H&R Block, Inc. (NYSE:HRB) Q4 2023 Earnings Call Transcript

Tony Bowen: Yes, thanks, Scott. There’s a lot in there. I’ll try to unpack it as I go through it. I mean looking at ’24, you’re right. I mean our guidance is getting in the range that we’ve set from a long-term perspective of 3% to 6%. But I think it’s a little bit more moderated. There’s not a specific headwind that we’re looking at, which is contrary to what we saw in ’23. As we talked about going into ’23, we expected the impact of the Emerald Card related to the rollback of the Child Tax Credit and a number of other things essentially being a headwind that we had to offset. Obviously, we had a very unusual tax season in ’23, and we’re overlapping that. We think it will return to normal. But obviously, we don’t have a crystal ball either.

So, I feel like we’ve set the revenue outlook at a place that’s achievable. We’ve also set EBITDA outlook at a place that’s growing faster than revenue, and essentially set EPS outlook at growing 10%. And I think all three of those combined, I feel really great about the outlook. And as we’ve talked about, to get to more the mid to higher end of the 3% to 6% revenue range, we have to have the imperatives delivering growth that we’re still in the early innings of, whether that be from Spruce, growing in services in Small Business, doing things in Block experience. But even without those, we have a business that’s growing top-line at a healthy level. We’ve got EBITDA growing faster and EPS growing, like I said, double digits, which is incredible on top of 9% growth this year.

And the one thing I said in the opening comments is we’re overlapping a pretty incredible tax rate change. I mean, we were about 15% ETR in ’22. And then in ’23, we went up 21%. But to still show EPS growth of 9%, I feel really, really good about. As far as how do we stack rank these things, I don’t think, in my head, I have that completely clear. I think all of them are additive. I mean, it starts with having healthy client volume in both Assisted and DIY. I mean that’s kind of the foundation. We then layer on pricing of low single-digits, as we talked about. The franchise buybacks can drive a point of revenue growth. And then — that’s essentially the key drivers of revenue. There are some other smaller puts and takes, but those are the big ones.

But then we’re obviously managing our expenses in a way that we can grow EBITDA faster than revenue. And then, obviously, the last driver getting to EPS is executing the share repurchase that, obviously, we’ve been doing consistently. So that’s how I think about it. I think there’s a lot of moving parts. But like I said, at the end of the day, growing EPS double digits is a pretty incredible feat, and I feel good about it.

Scott Schneeberger: Thanks, Tony. Good answer. You covered what I was looking for. As a follow-on to that, what are you expecting for expense inflation? You’re obviously guiding EBITDA growth faster than revenue growth. Just technology, labor, rent, overhead, marketing, anything changing dramatically year-over-year there? And how are you thinking about the inflation year-over-year? And you mentioned pricing of low-single digits.
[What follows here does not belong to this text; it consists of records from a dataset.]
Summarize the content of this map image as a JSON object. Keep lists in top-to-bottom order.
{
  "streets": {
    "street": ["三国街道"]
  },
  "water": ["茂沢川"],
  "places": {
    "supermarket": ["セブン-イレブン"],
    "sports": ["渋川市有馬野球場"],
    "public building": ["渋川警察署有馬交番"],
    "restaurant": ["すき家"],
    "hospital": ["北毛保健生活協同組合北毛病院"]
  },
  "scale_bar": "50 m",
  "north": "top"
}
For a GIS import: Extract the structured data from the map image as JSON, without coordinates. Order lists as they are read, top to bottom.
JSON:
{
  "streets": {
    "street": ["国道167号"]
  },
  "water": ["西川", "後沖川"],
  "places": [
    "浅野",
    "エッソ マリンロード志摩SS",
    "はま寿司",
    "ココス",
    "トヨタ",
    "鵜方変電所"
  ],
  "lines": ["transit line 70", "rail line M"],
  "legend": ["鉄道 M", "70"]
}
So just curious what the inflation assumption is on the cost side?

Tony Bowen: Yes. We’re definitely assuming inflation. I think it’s a little more moderate versus what we had last year. As you know, Scott, our largest expense line item, which is [tax pro labor] (ph), is essentially variable with revenues, so no direct inflation impact. But when you look at things like full-time wages of the broader team, we’re seeing those moderate in cost relative to what they were running from a year ago. We’re also seeing less turnover and less people leaving — a little bit less competition in the broader labor market. I think in some buckets like supplies and utilities, we’ll continue to see costs go up, but I’m hopeful and we built into our plan at a more moderated rate than what we were running at last year.